For most of this campaign, your humble writer has been undecided about whether to cast a vote for president at all, given the choices we have. After the past week of seemingly unending revelations about Hillary Clinton’s emails, her abuse of power, and her actions which have compromised our national security, this writer is undecided no longer. Until recently, my beloved Virginia had not been rated as a competitive state at all, but even if Hillary were still up by 10 points in the polls–which she is not, I would still cast the only vote against her which really has any hope of being more than purely symbolic, and that is a vote for Donald Trump.
The things Donald Trump has said in the course of this campaign and indeed, for decades now are mostly terrible and in some cases truly vile. In particular, his comments about women are repugnant and inexcusable. However, he has also given a public apology for his past misdeeds which Hillary Clinton has never done.
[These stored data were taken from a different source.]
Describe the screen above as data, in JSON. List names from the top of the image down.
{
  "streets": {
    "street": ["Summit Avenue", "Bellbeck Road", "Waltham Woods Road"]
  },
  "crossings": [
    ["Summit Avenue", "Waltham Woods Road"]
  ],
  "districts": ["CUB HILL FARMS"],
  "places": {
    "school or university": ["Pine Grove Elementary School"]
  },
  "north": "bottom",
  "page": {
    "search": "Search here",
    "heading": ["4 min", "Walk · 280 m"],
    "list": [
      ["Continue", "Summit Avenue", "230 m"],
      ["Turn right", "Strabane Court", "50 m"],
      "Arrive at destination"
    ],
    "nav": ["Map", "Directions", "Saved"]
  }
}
In his personal life and his business career, Donald Trump has been chastened, and one hopes, become wiser from his many failures, but if he is still up to his old ways, accusers should be lining up to report him not to MSNBC and CNN, but to the NYPD. They have not. Whatever he may have done or said 10, 20, or 30 years ago is unquestionably terrible, but what is at stake in this election is what he will do in the next four years.
On the other hand, Hillary Clinton has never accepted responsibility for her many failures. In her long career, she has always seemed to escape blame for egregious corruption, disastrous policy decisions, and the enabling and cover-up of the sexual transgressions of her own husband which make Donald Trump look like a brown-nosing do-gooder schoolboy. Whatever happens, Hillary Clinton always has somebody ready to blame. This is a far cry from another Democrat, Harry S. Truman, who famously insisted, “The buck stops here.” As President, she would never hold herself responsible and she certainly wouldn’t be held accountable by her own party, much less an impotent Republican caucus in Congress.
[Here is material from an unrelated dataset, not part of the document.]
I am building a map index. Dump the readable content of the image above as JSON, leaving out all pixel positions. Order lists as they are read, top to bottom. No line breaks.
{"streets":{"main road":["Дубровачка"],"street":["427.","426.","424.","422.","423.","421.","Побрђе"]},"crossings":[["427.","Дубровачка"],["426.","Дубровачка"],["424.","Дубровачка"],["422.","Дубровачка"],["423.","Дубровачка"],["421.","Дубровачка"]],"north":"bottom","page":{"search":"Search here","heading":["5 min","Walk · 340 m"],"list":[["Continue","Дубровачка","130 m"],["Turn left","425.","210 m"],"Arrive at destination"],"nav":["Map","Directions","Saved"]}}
Hillary Clinton has been the inevitable candidate from the outset of this entire campaign season. She views the office of the presidency not as a public service or a great honor, but as her entitlement and she has spent the past decade or more trading on the perception of her inevitability for money, power, and influence–even as recently as last year, after she had launched her campaign. To be fair, Donald Trump has been trading on his own undeserved reputation as a winner to fund his business ventures. However, the hype of Donald Trump has never imperiled American interests abroad. The hype of Hillary Clinton left four Americans dead in Benghazi, half a million people dead in the genocide of Syria and Iraq, and untold others in the eruption of chaos and destruction which has been visited upon every corner of the globe since her tenure as Secretary of State.
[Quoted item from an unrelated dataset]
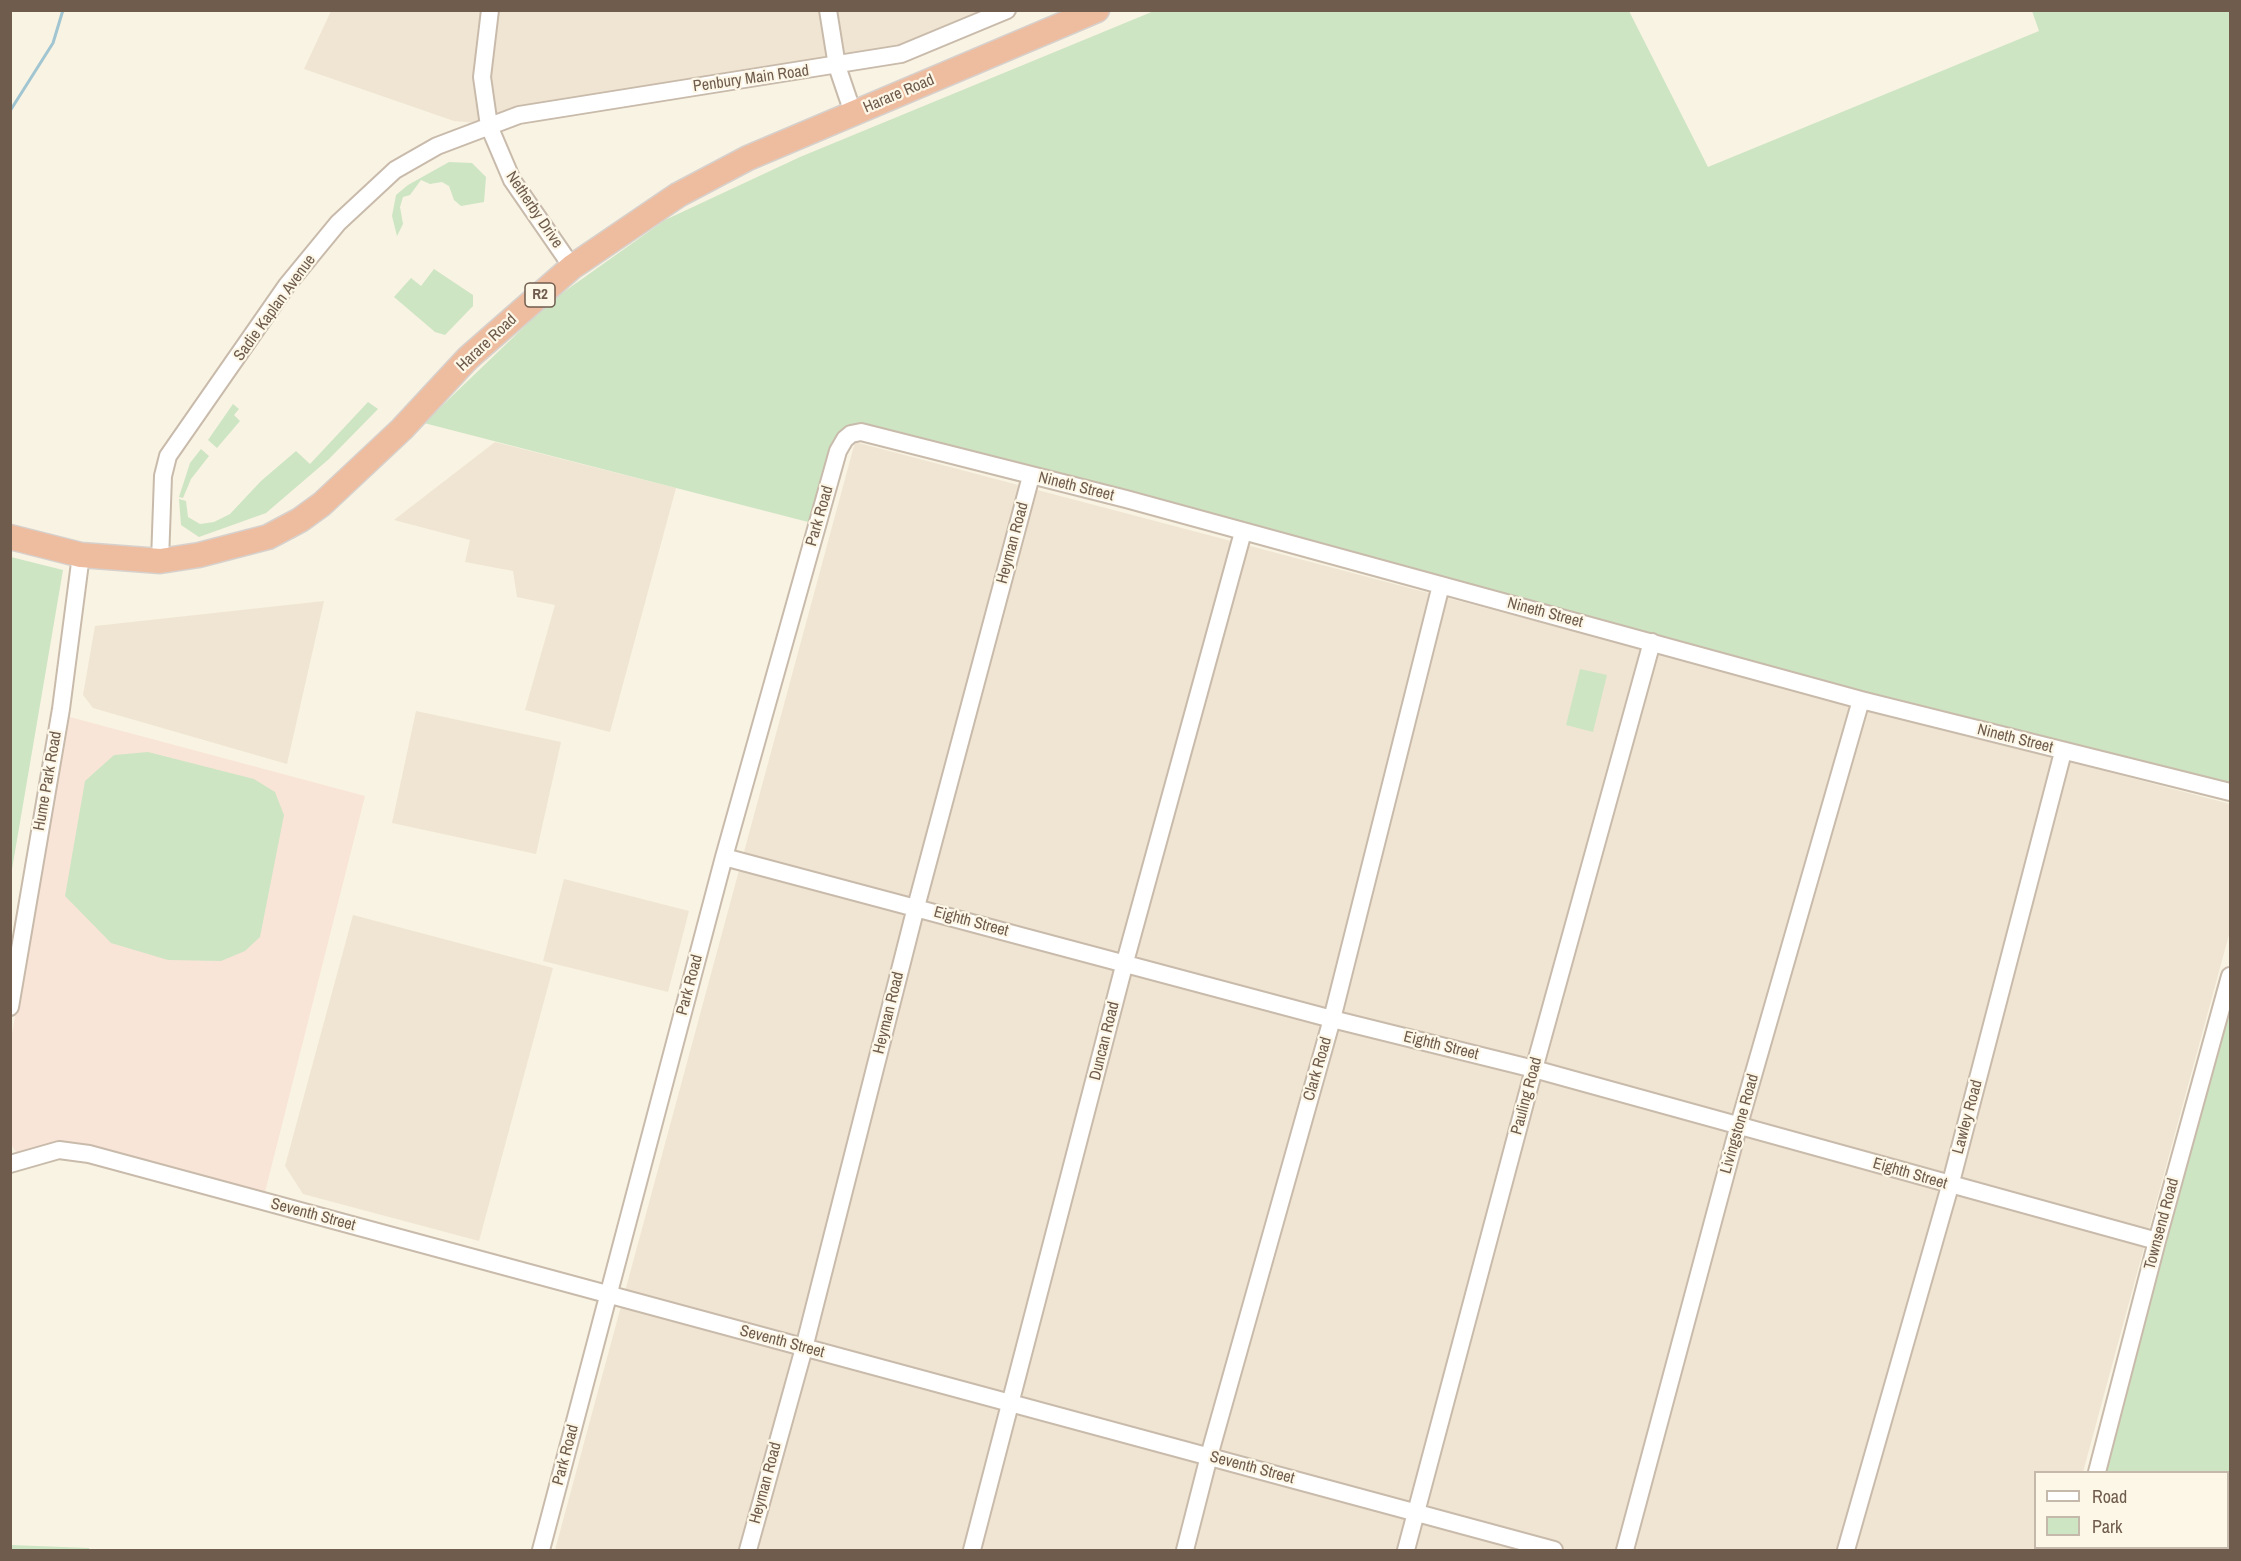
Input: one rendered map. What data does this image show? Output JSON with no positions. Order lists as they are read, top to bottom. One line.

With each new revelation about Hillary’s many email scandals, it has become clear that these frightening and destabilizing events have been the collateral damage of Hillary Clinton’s personal enrichment. Worst of all, these consequences of her greed now threaten to bring an end to the historically unprecedented seventy-year period of postwar peace and prosperity and to plunge the world into all-out war. Russia and China are engaged in provocations in international waters while our own navy is more concerned with promoting leftist gender ideology. Our hard-won gains in Afghanistan and Iraq have been erased. All the while, Hillary Clinton has been raising enormous sums of money from our enemies to fund her political ambitions.
The great tragedy is that all of this has only been exposed in the eleventh hour because the husband of Hillary Clinton’s closest aide and confidante has a nasty habit of exposing himself to minors. To borrow from Oscar Wilde, to have your political aspirations foiled by one sex fiend may be regarded as a misfortune, but two looks like carelessness. During the final debate, faced with a barrage of accusations that had recently come to light, Hillary Clinton laughed and smirked as she shrugged away a lifetime of corruption which has finally caught up with her. If she wins this election, she will be laughing at all of us–all the way to the bank.
If we still believe the founding premise of this nation that just power derives from the consent of the governed, we must jealously guard our freedoms and take responsibility for the wildly divergent courses that are offered by the two major party candidates. Donald Trump is a populist and a salesman who has only gotten this far because he speaks to the concerns and fears of a large number of people in this country. Hillary Clinton is an aloof and haughty influence peddler who views even the people assigned to protect her with disdain and contempt. For all the dangers of Donald Trump’s demagoguery, I still choose him over the certainty of Hillary Clinton’s corrupt Caesarism.